The cascading process is far more than breaking down desired outcomes and assigning them to groups. The planning requires causal reasoning. What do I need to work on to help my boss achieve his or her targets?
Principle 14 Learn Your Way to the Future Through Bold Strategy Some Large Leaps, and Many Small Steps
To be successful, organizations need a well-thought out strategy to provide a distinctive product or service executed with appropriate operational capabilities.
Each firm must develop its own strategy based on its unique situation and characteristics of the environment it faces.
In the auto industry, Tesla was the first to develop an exciting battery-electric vehicle and took a first-mover advantage with sufficient sales and pricing to overcome production, quality, and delivery problems.
Toyota has the size and resources to develop a more nuanced strategy, selling in parallel battery electric, hybrid, plug-in hybrid, and hydrogen fuel cell vehicles, with the proportions shifting over time.
The Prius is an example of how Toyota took a bold step, developing the first mass-production hybrid, and then refined it through large leaps and steps to make it a bedrock for profitable growth.

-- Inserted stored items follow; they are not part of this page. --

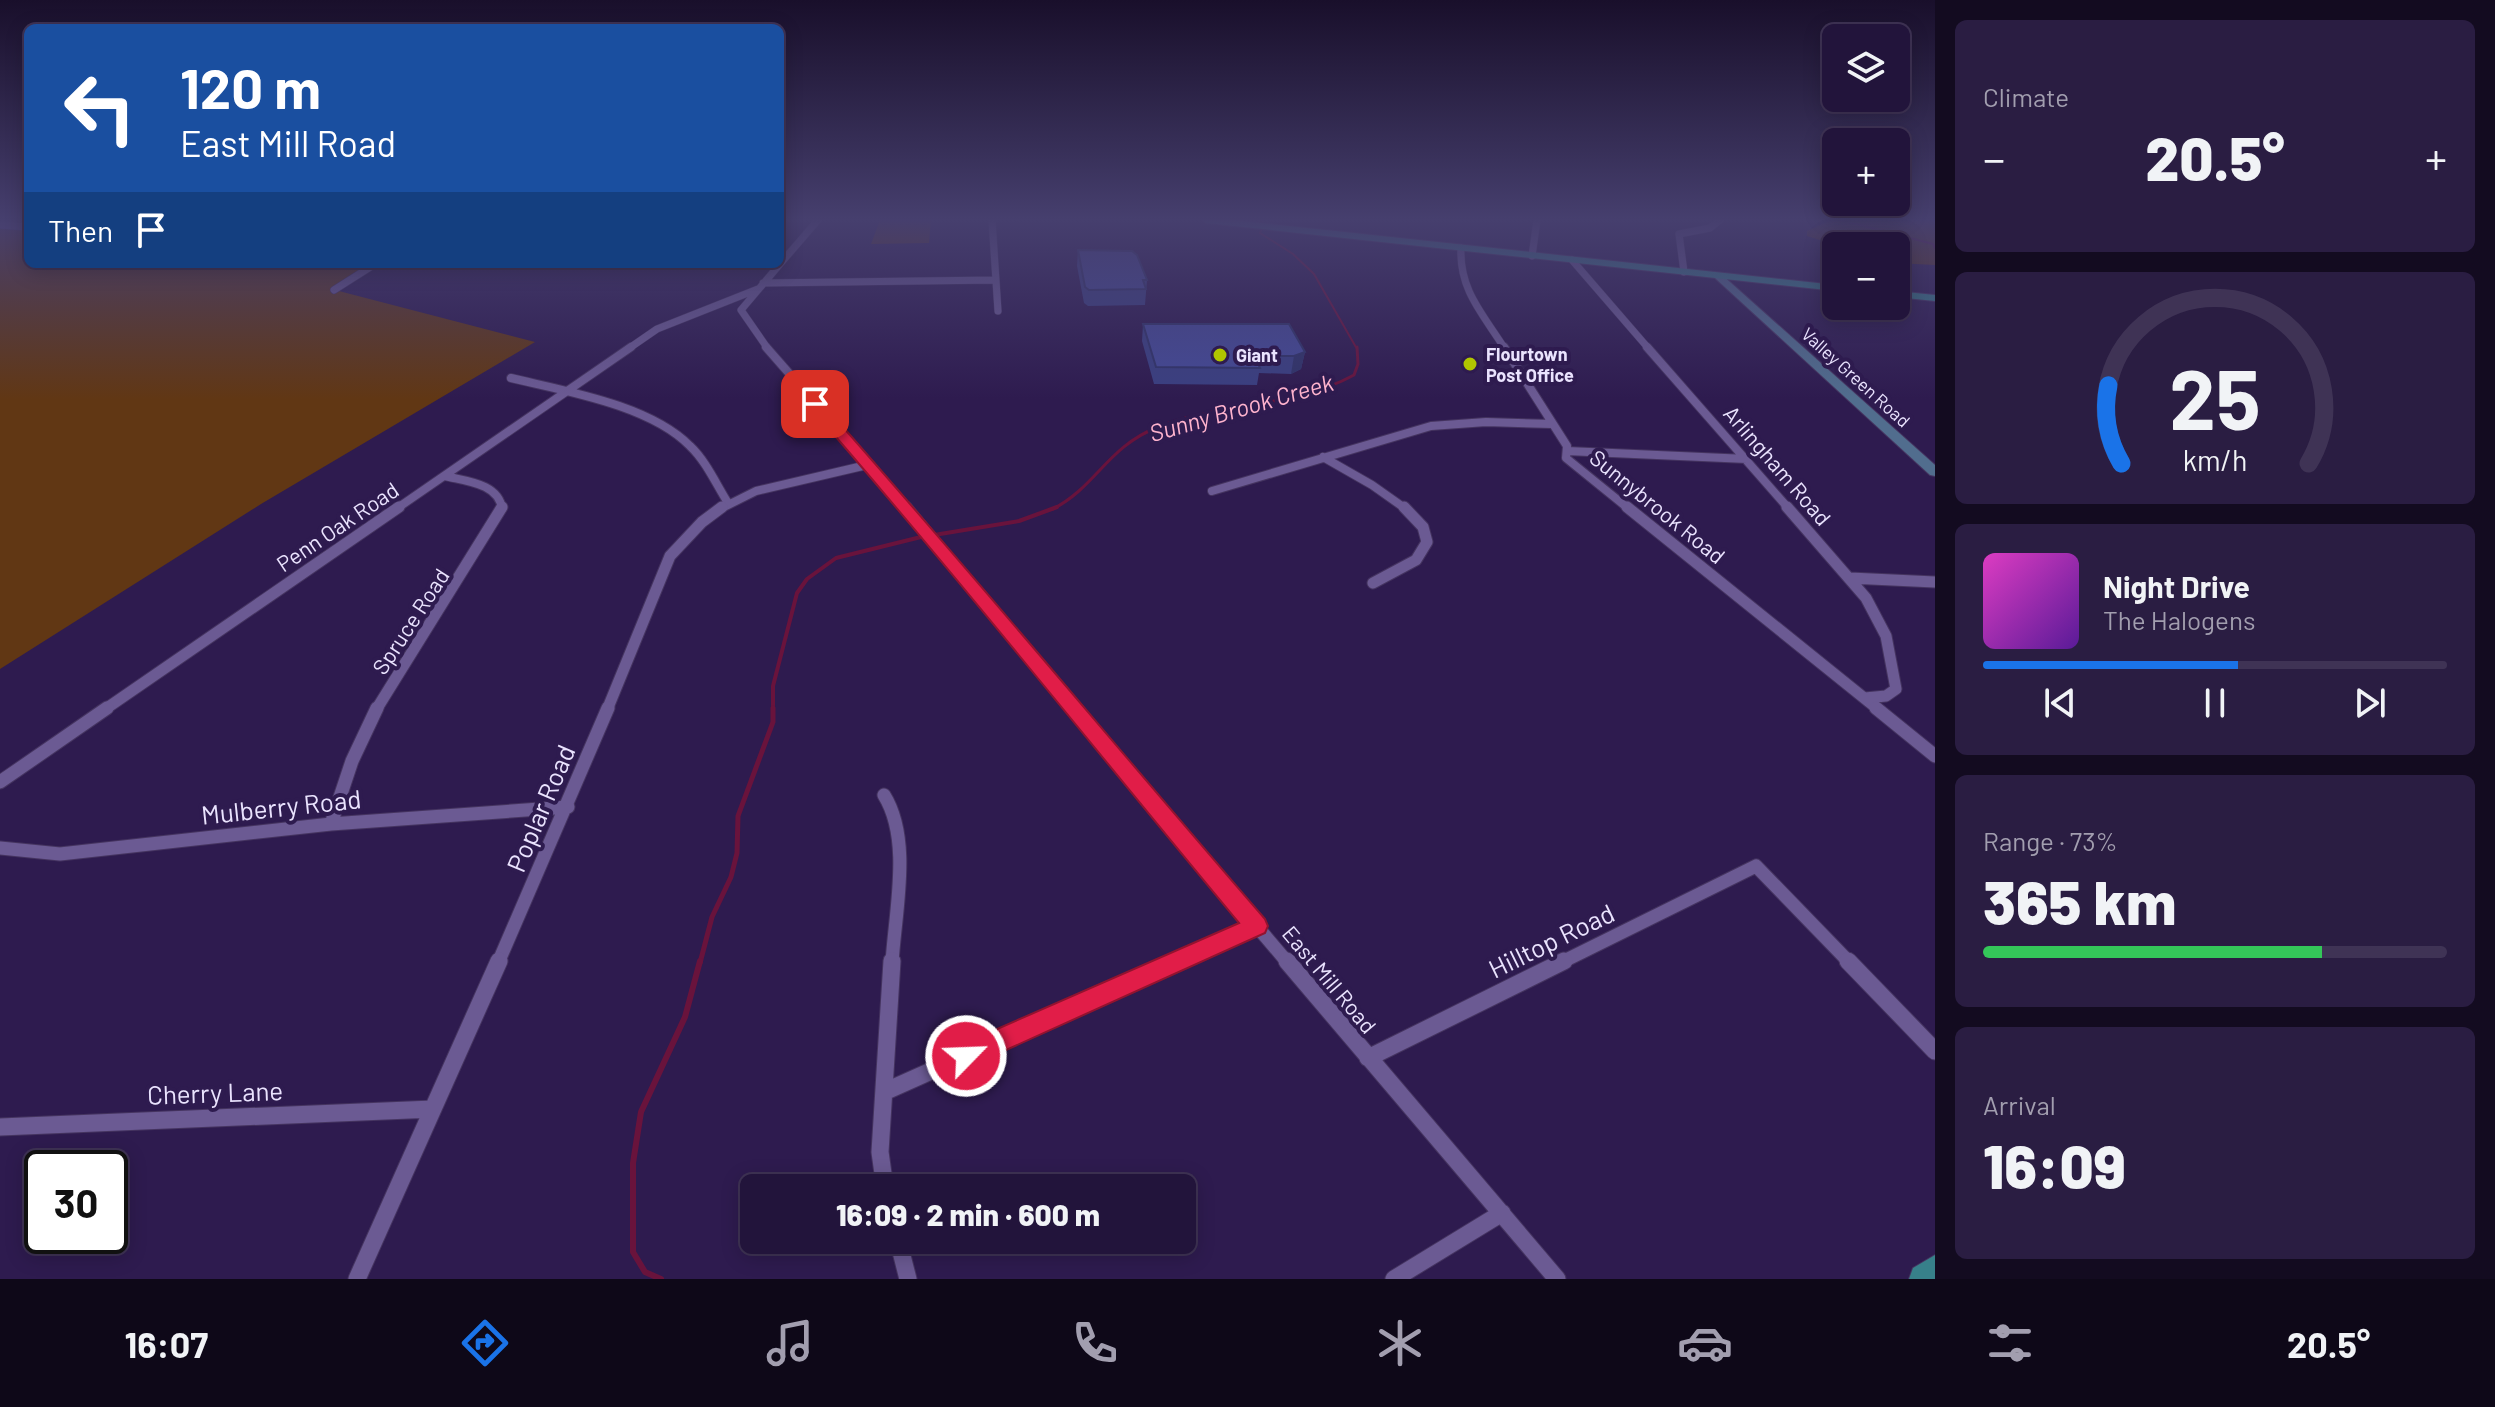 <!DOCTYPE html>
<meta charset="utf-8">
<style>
:root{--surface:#22143b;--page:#2a1d42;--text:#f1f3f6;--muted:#a29eaf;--line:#3f3355;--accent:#1a73e8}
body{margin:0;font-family:Barlow,sans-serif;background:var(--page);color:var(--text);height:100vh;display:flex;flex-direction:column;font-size:30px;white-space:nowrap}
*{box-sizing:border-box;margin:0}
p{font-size:26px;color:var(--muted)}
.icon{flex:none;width:44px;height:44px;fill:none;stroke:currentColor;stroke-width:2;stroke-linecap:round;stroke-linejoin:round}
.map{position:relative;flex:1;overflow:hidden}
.panel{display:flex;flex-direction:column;gap:20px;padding:20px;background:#130b20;width:560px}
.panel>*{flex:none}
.hud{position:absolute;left:24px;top:24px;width:760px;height:244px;border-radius:12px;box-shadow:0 4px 20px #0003,0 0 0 2px var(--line);background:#1a4fa0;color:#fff;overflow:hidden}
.buttons{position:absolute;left:1822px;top:24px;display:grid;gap:16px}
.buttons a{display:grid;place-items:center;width:88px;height:88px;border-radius:12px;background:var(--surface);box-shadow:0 4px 20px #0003,0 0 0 2px var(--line);font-size:40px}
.speed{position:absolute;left:24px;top:1150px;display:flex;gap:16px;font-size:40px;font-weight:700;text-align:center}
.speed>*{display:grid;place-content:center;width:104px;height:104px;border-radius:50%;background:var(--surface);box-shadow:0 4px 20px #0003,0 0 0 2px var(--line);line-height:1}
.speed .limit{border:4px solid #111;border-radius:12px;background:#fff;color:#111}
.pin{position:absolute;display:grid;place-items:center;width:68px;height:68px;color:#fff;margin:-34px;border-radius:16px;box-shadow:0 4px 12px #0006}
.me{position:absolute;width:88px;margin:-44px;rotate:66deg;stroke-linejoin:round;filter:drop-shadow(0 0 6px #0008)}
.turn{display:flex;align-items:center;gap:28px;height:168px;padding:0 24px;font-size:36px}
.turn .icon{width:104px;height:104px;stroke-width:2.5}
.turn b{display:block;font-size:56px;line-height:68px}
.then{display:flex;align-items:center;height:76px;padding:0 24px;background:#0003;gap:16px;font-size:30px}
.big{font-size:60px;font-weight:800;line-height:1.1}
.panel .card{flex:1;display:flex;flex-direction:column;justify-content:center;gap:12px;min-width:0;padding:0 28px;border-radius:12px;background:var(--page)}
.panel .dial{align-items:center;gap:0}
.dial svg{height:208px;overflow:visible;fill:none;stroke:var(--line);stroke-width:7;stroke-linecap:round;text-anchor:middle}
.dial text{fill:var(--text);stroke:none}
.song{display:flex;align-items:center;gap:24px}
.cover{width:96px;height:96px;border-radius:12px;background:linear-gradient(135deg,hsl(310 70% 55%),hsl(270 70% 35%))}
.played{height:8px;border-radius:4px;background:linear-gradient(90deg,var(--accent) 55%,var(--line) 55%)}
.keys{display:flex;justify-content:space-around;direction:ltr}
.heat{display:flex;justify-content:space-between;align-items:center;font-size:44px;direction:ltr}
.charge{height:12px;border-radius:6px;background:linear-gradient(90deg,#34c759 73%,var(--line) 0)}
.trip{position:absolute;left:740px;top:1174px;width:456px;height:80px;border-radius:12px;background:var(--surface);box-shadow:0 4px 20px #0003,0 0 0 2px var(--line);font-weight:800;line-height:80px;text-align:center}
.dock{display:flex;height:128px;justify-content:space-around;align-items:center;background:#0e0818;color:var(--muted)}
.dock .icon{width:56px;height:56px}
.dock .selected{color:var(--accent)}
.dock b{font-size:36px;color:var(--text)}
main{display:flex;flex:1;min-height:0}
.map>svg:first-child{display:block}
</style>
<main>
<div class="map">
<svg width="1935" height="1279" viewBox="0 0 1935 1279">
<rect width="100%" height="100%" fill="#2e1b4f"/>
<path fill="#613714" d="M 880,220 L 931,220 L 929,243 L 871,244 Z
M 1829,221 L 1935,221 L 1935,265 L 1896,263 L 1896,246 L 1836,246 L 1836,251 L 1826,242 L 1807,236 L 1807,231 Z
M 0,225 L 28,227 L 28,264 L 375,264 L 335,290 L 535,342 L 261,504 L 0,669 Z"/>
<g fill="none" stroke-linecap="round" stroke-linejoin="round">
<path stroke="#69133c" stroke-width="2" d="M 1260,220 L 1264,224 L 1260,233 L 1293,254 L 1314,274 L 1357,349
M 1841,220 L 1933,244 L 1935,248"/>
<path stroke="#69133c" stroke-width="3" d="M 1053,509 C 1097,486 1107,447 1158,427 C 1221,402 1294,408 1354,375 L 1358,364 L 1357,347"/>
<path stroke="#69133c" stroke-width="4" d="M 934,535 L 1019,521 L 1057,507
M 773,710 L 773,686 L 797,593 L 807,579 L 836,558 L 925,536"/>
<path stroke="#69133c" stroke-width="5" d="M 700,963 L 712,917 L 731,877 L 737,853 L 738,816 L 773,722 L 773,708"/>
<path stroke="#69133c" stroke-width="6" d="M 661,1279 L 645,1272 L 633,1252 L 633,1163 L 641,1112 L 685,1017 L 700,961"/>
<g stroke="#453460" stroke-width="8">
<path id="street-far4" d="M 992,220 L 998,311
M 0,225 L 28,227
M 1461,248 C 1459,290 1483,314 1505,349
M 1532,256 L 1537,220
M 1572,260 L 1649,349
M 780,264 L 818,220
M 1684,272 L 1679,234 L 1710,228 L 1720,220
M 763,283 L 996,280
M 334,290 L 375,264
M 628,349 L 657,329 L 758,289
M 768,349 L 741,310 L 780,264"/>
</g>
<g stroke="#453460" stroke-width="10">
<path id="street-far3" d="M 766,347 L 908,509
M 1504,347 L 1567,446 L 1566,458 L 1629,509
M 1647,347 L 1789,509
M 511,378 C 565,391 650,405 690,446 C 706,461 716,484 728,503
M 1567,451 L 1747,459
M 1323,457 L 1372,485 L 1406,509
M 445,476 C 465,481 499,483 502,509
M 1212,491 L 1431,426 L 1486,422 L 1552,424
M 396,509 L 631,347
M 720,509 L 756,491 L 867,465"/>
</g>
<g stroke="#453460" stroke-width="13">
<path id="street-far2" d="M 906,507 L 1074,710
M 1627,507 L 1879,710
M 1787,507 L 1866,598 L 1886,636 L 1896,689 L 1886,696 L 1865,698
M 1850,578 L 1935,582
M 1373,583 L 1416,560 L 1427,542 L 1423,527 L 1404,507
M 104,710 L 399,507
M 376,710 L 502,507
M 607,710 L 670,556 L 702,522 L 722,507"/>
</g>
<g stroke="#453460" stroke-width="15">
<path id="street-far1" d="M 1072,708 L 1288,963
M 1876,708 L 1935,756
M 0,782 L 107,708
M 884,795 C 912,840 895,911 892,963
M 331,824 L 352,761 L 377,708
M 0,848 L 60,854 L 331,824 L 568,807
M 498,963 L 608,708
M 1173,963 L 1256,926
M 1560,963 L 1756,866 L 1850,963"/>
</g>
<g stroke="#453460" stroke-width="19">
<path id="street" d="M 1287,961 L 1557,1279
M 1848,961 L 1935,1051
M 1368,1058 L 1564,961
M 884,1092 L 1177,961
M 0,1127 L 433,1109
M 885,1188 L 880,1152 L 892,961
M 898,1240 L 908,1279
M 357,1279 L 499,961
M 1394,1279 L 1502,1213"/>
</g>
<g stroke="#453460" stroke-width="2">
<path id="secondary" d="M 1715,274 L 1721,274 L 1935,465 L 1935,476 L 1930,475 L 1715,278 Z"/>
</g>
<g stroke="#453460" stroke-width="2">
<path id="primary" d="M 1201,220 L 1233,220 L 1836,285 L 1836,291 L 1206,223 Z
M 1896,291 L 1935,295 L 1935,301 L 1896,297 Z
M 1935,1255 L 1935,1279 L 1909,1279 L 1913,1268 Z"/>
</g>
<use href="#street-far4" stroke="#6b5a93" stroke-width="7"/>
<use href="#street-far3" stroke="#6b5a93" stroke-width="8"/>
<use href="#street-far2" stroke="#6b5a93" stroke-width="11"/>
<use href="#street-far1" stroke="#6b5a93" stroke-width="13"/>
<use href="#street" stroke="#6b5a93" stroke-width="17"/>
<use href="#secondary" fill="#516d8e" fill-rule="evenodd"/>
<use href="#primary" fill="#37808a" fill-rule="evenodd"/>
</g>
<path fill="#3a3f81" d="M 1078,250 L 1147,280 L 1145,305 L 1088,306 L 1084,303 L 1077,266 Z
M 1143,324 L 1305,352 L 1301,369 L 1291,374 L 1259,373 L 1257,385 L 1154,384 L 1142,341 Z"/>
<path fill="#303369" d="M 1305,352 L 1301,369 L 1291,374 L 1294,356 Z"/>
<path fill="#444996" stroke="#303369" stroke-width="2" d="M 1078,250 L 1132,251 L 1137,255 L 1147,280 L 1143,280 L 1146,289 L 1089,290 L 1085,287 Z
M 1143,324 L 1289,324 L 1305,352 L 1294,356 L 1255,356 L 1260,368 L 1156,367 Z"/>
<linearGradient id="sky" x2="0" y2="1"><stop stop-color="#190f2b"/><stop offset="0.55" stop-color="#463f6e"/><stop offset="1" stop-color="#463f6e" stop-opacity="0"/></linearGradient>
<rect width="1935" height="399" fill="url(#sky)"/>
<path fill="#e11d48" stroke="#92132f" stroke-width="2" d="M 815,400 L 820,401 C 971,571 1116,747 1265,919 L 1268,926 L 1265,933 L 975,1064 L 966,1067 L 956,1064 L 953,1056 L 956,1047 L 1239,923 C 1096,751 957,576 810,407 L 810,401 Z"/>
<g fill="#b0c500" stroke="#2e1b4f" stroke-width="3">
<circle cx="1220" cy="355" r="8"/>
<circle cx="1470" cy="364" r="8"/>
</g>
<g text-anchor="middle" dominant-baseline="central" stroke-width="8" stroke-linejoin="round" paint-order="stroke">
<g font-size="18" font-weight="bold" fill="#eae3fe" stroke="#2e1b4f" text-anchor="start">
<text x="1486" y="354">Flourtown<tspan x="1486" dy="21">Post Office</tspan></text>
<text x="1236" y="355">Giant</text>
</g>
<g font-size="18" fill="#eae3fe" stroke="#2e1b4f">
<text transform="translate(1856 377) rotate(42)">Valley Green Road</text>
</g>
<g font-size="22" fill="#eae3fe" stroke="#2e1b4f">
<text transform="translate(1778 465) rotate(49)">Arlingham Road</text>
<text transform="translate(1658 506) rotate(39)">Sunnybrook Road</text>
<text transform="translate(337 526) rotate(-34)">Penn Oak Road</text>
<text transform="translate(410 621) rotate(-57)">Spruce Road</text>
<text transform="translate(1330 979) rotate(50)">East Mill Road</text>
</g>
<g font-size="24" font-style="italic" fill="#feb3cd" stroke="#2e1b4f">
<text transform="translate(1241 407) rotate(-16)">Sunny Brook Creek</text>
</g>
<g font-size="26" fill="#eae3fe" stroke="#2e1b4f">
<text transform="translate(281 806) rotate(-6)">Mulberry Road</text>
<text transform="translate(540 808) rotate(-67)">Poplar Road</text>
<text transform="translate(1551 940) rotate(-26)">Hilltop Road</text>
<text transform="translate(215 1092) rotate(-2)">Cherry Lane</text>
</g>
</g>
</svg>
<div class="buttons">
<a><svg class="icon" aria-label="layers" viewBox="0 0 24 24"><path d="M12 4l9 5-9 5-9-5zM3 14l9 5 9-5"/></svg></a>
<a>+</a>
<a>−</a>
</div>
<div class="speed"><div class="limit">30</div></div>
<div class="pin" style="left:815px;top:404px;background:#d93025"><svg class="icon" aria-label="arrive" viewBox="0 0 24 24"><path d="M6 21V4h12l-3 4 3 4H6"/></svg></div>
<svg class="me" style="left:966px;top:1056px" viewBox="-20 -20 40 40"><circle r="17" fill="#e11d48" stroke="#fff" stroke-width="3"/><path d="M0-11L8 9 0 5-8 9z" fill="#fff"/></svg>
<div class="trip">16:09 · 2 min · 600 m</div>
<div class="hud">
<div class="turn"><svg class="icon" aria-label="left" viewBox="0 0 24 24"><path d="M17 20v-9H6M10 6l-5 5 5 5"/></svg><div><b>120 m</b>East Mill Road</div></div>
<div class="then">Then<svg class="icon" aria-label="arrive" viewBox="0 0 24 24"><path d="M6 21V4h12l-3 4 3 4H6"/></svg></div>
</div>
</div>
<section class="panel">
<div class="card"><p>Climate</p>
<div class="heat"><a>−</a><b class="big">20.5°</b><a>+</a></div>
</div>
<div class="card dial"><svg viewBox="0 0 100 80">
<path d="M14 69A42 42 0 1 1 86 69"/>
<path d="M14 69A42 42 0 0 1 9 39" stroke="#1a73e8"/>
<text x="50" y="56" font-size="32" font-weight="700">25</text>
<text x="50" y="72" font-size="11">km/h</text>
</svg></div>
<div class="card">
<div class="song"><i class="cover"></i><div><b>Night Drive</b><p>The Halogens</p></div></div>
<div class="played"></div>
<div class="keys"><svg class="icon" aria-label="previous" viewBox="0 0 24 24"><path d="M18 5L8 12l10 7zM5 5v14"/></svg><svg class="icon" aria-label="pause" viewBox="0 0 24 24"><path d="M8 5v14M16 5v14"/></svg><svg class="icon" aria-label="next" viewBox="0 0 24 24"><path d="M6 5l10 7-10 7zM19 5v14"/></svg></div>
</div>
<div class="card"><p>Range · 73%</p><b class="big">365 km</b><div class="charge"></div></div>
<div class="card"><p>Arrival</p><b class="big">16:09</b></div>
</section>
</main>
<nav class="dock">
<b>16:07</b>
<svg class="icon selected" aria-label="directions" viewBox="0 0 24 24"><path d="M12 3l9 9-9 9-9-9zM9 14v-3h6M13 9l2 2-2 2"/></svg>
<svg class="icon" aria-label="music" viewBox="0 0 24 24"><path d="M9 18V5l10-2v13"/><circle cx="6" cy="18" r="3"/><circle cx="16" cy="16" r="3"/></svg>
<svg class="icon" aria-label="phone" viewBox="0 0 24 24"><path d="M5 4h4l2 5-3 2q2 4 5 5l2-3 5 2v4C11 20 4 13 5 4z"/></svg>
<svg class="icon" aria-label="climate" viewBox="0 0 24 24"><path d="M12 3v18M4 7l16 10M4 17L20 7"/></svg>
<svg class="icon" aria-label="car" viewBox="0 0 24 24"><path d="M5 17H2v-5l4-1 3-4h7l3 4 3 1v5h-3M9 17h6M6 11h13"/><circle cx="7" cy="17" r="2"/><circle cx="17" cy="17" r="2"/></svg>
<svg class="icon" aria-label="filters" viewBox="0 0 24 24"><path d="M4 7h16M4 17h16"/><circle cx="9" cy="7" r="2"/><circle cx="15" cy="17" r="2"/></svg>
<b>20.5°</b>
</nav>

The competing small values model can help conceptually identify where a firm needs to be externally and internally and how the strategy relates to execution.
For a startup firm, it is most important to be strong in the open systems quadrant with a breakthrough product or service, while as the company matures, it becomes increasingly important to have strong internal capability for execution.
Each organization is in a unique position and needs its own strategy; copying benchmarked companies can stunt creative thinking and set you back.